Task to complete = Check each line of the records below for the word "mosquée" and give the number of lines that have it, with nothing added.

Records supplied =
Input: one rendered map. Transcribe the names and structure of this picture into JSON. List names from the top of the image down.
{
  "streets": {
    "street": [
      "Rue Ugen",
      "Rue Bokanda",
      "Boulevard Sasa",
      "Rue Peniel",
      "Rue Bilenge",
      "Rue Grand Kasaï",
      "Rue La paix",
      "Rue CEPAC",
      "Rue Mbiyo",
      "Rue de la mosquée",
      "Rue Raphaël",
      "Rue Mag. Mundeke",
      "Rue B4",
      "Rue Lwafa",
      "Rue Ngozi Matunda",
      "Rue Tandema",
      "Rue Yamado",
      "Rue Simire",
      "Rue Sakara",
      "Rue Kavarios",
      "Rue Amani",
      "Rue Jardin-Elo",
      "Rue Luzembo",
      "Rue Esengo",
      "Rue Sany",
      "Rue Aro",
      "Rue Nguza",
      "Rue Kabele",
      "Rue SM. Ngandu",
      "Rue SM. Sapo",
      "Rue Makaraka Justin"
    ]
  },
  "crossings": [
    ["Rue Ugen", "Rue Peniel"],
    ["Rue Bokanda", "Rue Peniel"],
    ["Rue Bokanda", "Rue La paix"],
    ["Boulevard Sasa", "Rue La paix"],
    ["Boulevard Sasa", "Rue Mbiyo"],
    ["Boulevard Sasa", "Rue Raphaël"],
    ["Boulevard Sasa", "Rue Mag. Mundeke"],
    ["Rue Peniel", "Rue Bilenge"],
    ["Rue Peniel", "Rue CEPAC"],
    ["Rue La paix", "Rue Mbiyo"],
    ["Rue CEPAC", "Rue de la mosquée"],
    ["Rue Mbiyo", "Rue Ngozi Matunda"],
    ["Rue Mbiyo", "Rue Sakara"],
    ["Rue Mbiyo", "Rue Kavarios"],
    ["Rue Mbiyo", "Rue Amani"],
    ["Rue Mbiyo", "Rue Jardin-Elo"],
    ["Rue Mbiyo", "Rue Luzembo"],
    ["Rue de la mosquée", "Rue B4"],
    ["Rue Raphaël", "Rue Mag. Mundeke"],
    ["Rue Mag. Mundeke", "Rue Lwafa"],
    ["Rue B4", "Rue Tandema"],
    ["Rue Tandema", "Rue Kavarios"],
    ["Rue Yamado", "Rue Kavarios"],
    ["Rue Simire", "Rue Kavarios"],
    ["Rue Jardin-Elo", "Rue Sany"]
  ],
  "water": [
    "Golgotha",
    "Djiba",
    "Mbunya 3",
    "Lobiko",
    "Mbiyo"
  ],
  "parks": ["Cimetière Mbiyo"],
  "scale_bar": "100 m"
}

Completed task = 3